Geralt de Rivia es un brujo, se dedica a matar monstruos por encargo. Sigue su propio código y es letal, así que mejor no encontrarse en su camino. En un mundo feudal donde se va imponiendo la civilización, pero donde todavía subsisten peligros sobrenaturales, iremos asistiendo a diversas aventuras.

Tenía ganas de leer algo de esta saga porque, aunque personalmente no me gusta demasiado la fantasía, algunos amigos me lo habían recomendado. Y ciertamente no está mal, entretenimiento de calidad, algo que siempre se echa de menos. Porque no siempre apetece alta literatura, pero siempre quieres leer algo bien escrito, que no te patee las neuronas.

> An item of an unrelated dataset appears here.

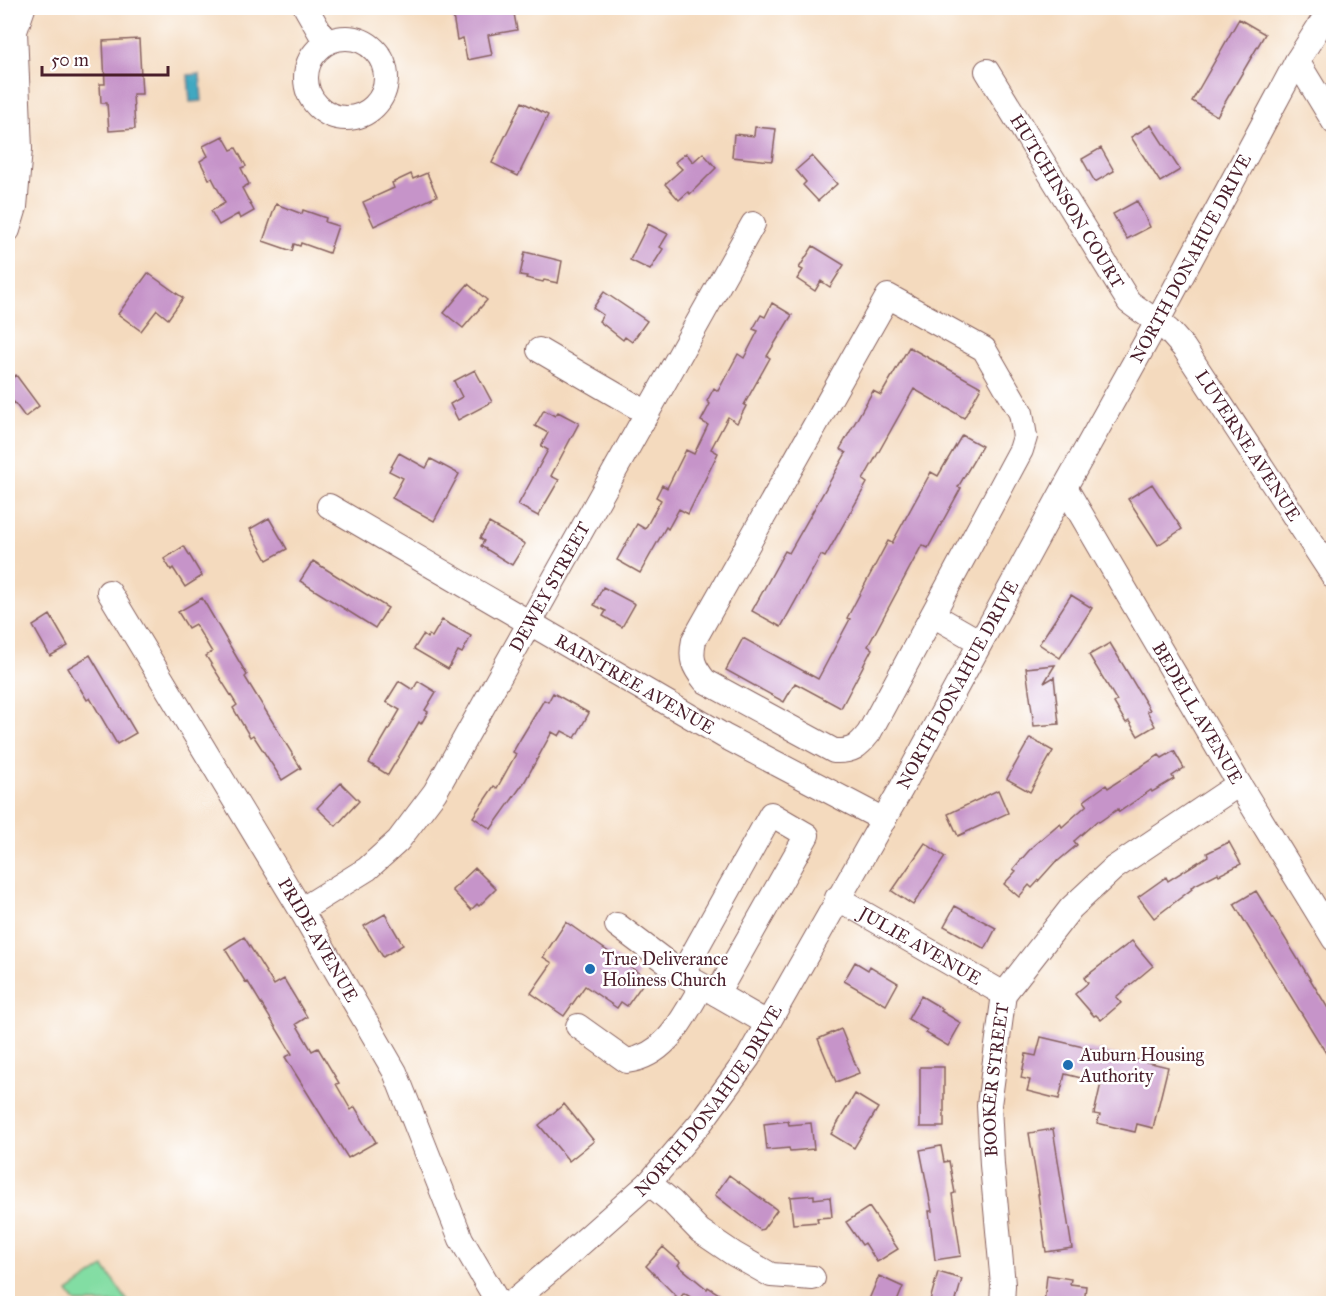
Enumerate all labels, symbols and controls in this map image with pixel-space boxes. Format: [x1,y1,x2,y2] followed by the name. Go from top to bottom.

Al autor no le falta inteligencia y evita caer en los tópicos del género, aunque los bordee. Muchas de las aventuras son, además, adaptaciones de cuentos populares, como Blancanieves o la bella y la bestia. He disfrutado de su lectura y seguramente caerán más de la saga.

Bueno.

Las dos versiones en la historia de Blancanieves:
—Está claro —interrumpió Geralt de nuevo—, y seguramente tampoco le gustaba demasiado la heredera. Quería que el trono lo heredaran sus propios hijos. El resto me lo imagino. Que no se encontraba por allí a nadie que le retorciera el pescuezo. Y ya puestos, a ti también.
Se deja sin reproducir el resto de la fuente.